To start, RandomForestClassifer, GradientBoostingClassifier and XGBClassifier are used to train the model, RandomForestClassifer did a bad job with only 0.51 AUC value, while XGBClassifier and GradientBoostingClassifier show similar performance, have 0.756 and 0.754 AUC value respectively, therefore XGBClassifier is adopted for optimization and training.

The parameter tubing and best predicter information are listed in the above figures.

With the first entry, I got a rank of №13, and the auc score is only 0.0035 less than the leader, I believe with more hyperparameter tubing and processing, the result could be better.
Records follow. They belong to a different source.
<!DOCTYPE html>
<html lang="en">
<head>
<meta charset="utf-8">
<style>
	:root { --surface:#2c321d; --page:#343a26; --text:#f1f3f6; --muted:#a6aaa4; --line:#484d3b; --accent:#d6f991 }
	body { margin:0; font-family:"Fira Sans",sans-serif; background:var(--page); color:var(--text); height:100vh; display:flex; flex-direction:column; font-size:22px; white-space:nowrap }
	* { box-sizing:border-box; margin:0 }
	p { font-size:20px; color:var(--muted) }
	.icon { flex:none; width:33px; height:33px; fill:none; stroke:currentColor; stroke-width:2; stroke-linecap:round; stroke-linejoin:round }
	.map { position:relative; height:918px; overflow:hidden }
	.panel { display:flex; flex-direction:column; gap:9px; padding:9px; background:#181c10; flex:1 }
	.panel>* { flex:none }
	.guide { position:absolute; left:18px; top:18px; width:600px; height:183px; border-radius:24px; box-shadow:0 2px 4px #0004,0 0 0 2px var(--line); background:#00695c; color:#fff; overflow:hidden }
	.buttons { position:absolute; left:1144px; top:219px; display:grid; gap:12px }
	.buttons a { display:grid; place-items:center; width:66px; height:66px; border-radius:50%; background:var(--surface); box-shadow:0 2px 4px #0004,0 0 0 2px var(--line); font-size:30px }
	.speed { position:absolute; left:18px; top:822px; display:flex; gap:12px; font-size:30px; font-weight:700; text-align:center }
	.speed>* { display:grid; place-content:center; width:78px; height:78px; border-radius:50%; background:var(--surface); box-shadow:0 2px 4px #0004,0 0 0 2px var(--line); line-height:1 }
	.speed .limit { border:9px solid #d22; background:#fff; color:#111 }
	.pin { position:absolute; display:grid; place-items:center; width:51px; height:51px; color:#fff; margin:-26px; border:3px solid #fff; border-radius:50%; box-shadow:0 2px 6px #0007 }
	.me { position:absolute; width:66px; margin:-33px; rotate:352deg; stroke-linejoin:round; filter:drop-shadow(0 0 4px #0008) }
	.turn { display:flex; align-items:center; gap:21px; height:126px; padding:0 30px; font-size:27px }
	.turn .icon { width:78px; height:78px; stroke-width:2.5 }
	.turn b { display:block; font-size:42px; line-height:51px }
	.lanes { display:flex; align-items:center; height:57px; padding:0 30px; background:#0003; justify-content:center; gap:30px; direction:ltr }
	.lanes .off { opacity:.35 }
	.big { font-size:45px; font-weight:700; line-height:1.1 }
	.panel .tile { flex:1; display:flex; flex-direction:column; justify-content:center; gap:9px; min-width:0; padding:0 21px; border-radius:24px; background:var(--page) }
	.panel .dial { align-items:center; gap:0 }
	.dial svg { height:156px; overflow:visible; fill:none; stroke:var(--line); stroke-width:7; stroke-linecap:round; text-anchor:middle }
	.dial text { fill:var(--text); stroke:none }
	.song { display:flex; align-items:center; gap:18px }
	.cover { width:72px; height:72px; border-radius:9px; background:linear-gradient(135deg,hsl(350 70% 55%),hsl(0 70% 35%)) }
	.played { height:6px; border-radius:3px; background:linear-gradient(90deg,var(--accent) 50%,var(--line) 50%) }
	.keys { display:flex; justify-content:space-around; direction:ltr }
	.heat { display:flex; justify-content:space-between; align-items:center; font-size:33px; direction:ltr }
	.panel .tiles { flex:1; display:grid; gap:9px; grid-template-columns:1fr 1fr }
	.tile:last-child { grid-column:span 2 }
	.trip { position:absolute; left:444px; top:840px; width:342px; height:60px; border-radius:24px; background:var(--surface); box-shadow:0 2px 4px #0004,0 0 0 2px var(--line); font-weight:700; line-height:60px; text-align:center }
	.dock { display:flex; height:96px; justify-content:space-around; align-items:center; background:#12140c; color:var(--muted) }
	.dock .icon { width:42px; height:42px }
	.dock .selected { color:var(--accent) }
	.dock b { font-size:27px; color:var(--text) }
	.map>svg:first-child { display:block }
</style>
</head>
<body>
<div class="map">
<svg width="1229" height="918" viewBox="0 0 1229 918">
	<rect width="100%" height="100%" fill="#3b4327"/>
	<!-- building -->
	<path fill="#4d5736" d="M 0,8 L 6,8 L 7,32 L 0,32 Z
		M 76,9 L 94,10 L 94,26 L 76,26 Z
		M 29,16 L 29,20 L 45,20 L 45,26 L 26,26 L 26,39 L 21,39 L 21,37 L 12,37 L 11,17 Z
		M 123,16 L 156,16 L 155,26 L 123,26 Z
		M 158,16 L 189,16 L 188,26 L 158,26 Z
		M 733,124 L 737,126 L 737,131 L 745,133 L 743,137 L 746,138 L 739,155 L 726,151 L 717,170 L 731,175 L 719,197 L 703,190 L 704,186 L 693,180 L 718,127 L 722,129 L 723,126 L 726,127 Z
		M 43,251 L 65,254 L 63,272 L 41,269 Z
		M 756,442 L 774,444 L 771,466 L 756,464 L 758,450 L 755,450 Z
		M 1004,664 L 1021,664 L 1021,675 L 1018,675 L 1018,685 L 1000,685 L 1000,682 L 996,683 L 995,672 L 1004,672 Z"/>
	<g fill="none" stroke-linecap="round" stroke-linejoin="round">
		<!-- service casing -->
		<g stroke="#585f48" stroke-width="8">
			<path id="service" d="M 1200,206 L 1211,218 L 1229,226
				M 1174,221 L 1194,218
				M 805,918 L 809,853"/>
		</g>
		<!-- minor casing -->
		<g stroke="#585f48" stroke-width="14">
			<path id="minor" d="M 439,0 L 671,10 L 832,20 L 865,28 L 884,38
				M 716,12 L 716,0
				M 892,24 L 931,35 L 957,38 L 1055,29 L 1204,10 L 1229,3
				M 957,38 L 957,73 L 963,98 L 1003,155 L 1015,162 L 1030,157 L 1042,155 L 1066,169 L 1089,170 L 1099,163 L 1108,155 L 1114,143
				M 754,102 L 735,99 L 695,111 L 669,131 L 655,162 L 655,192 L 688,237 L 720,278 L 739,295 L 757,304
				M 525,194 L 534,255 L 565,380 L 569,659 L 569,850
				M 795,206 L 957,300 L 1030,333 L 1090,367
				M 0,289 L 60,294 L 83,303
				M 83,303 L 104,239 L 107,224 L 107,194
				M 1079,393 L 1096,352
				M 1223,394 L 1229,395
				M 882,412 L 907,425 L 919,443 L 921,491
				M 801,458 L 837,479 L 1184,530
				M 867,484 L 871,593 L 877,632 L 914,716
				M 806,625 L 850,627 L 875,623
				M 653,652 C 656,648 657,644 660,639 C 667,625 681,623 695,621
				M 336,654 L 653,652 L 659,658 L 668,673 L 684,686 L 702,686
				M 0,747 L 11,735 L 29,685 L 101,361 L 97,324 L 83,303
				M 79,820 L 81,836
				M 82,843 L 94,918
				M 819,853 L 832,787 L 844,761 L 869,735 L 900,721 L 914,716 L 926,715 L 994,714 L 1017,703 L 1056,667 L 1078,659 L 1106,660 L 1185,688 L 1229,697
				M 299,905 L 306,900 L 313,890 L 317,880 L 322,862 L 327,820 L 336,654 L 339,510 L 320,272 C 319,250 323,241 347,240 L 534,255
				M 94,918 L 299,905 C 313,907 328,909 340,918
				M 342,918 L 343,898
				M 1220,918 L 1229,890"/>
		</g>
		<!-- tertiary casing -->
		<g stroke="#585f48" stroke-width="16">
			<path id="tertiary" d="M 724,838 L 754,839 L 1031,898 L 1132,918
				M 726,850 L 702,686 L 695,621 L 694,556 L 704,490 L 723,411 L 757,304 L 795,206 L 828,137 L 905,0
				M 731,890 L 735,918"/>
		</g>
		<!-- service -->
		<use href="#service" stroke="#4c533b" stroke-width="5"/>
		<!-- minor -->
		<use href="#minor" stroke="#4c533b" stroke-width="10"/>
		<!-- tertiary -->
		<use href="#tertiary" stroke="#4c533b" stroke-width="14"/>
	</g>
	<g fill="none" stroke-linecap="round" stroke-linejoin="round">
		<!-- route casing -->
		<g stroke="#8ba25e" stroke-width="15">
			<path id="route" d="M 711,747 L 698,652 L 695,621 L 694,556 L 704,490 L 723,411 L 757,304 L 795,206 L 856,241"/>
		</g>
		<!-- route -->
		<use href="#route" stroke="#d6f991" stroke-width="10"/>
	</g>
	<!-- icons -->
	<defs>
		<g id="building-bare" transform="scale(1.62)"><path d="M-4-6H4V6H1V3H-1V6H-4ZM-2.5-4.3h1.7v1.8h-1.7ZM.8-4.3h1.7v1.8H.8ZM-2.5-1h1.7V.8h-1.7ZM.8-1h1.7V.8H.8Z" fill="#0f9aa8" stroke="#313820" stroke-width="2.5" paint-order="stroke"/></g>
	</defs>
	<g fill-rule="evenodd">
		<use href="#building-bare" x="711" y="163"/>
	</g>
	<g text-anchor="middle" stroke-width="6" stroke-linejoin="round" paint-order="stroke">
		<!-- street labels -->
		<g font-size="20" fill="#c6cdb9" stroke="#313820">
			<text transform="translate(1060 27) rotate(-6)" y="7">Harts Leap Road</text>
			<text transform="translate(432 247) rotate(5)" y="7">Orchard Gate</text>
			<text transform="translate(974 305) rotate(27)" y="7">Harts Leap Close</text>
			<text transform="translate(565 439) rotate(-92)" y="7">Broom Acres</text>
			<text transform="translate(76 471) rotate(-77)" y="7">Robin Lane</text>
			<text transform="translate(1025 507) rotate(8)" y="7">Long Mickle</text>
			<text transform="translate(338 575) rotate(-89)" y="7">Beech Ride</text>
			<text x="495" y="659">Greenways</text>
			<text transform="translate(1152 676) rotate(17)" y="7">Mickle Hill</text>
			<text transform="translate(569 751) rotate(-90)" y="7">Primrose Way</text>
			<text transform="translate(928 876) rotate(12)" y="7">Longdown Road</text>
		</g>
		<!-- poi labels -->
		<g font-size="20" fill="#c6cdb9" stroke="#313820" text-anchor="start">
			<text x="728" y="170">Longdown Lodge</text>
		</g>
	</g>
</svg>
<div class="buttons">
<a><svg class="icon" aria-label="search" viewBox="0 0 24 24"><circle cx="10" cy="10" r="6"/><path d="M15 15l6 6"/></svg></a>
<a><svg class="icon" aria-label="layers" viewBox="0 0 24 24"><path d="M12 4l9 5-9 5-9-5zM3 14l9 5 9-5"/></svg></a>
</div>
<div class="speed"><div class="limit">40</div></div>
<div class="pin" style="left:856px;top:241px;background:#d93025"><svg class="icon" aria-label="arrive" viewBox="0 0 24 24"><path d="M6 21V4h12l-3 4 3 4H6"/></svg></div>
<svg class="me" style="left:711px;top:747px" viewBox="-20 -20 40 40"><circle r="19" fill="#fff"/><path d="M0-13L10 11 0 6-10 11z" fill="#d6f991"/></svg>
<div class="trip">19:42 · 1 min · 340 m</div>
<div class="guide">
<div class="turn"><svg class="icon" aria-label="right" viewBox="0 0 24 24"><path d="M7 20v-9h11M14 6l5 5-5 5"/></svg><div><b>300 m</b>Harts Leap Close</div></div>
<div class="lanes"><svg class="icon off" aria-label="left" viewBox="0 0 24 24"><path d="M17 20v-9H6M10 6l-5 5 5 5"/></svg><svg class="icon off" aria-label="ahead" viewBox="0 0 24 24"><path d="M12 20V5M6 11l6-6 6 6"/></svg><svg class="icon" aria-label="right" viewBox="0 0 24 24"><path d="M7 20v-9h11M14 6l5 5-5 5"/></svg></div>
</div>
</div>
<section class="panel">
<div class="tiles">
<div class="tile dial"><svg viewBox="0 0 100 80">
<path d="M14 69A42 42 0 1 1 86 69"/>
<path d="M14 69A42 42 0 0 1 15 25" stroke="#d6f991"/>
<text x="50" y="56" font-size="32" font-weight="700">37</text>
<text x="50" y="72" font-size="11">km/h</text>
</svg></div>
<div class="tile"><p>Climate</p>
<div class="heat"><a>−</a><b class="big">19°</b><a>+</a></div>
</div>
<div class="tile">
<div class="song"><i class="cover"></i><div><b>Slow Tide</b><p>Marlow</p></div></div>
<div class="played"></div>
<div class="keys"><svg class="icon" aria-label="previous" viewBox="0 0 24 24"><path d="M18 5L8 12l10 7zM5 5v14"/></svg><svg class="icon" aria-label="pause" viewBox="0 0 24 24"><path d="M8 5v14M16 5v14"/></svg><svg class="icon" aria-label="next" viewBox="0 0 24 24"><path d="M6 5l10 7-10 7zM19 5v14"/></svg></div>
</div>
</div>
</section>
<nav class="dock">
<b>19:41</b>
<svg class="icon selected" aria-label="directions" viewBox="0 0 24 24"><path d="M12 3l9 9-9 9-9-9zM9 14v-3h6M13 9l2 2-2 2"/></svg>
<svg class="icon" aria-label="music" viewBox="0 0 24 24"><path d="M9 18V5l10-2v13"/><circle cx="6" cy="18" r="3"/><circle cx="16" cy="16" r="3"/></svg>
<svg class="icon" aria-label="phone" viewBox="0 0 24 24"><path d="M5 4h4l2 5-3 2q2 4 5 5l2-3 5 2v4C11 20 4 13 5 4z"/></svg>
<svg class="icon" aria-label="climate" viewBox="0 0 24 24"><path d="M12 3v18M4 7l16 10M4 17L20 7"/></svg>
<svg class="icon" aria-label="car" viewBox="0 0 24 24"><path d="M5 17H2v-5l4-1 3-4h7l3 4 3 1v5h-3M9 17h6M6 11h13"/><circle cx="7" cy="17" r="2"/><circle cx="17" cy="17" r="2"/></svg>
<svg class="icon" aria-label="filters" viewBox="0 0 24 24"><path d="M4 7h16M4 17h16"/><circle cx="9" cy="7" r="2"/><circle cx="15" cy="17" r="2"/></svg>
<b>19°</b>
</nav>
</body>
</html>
In this post, a real-life data science project on customer segmentation and targeting advertising is completed. On the dataset of demographic information for both the general population and customer, both unsupervised learning and supervised learning methods are investigated and analyzed.

With the unsupervised learning method, PCA and K-mean cluster methods are used to create the segmentation report between customer data and general population data. During the supervised learning, due to highly imbalanced data, StratifiedKFold method is applied to split the train-test dataset, then the boosting tree classifier is used to predict customer’s responses based on demographical data, and . In the Kaggle competition, a rank of 13 is achieved using the output from the optimized classifier.

In the future, to further increase the performance of the prediction, we can try other ensemble methods like ADABoostingTree, train longer and with more folds in cross-validation, search and finetune more hyperparameters, or preprocess the dataset using the information from unsupervised learning.

Finally, I want to give a special thank to Udacity for providing the training material in Data Science, and Bertelsmann Arvato Analytics for providing the real-life data.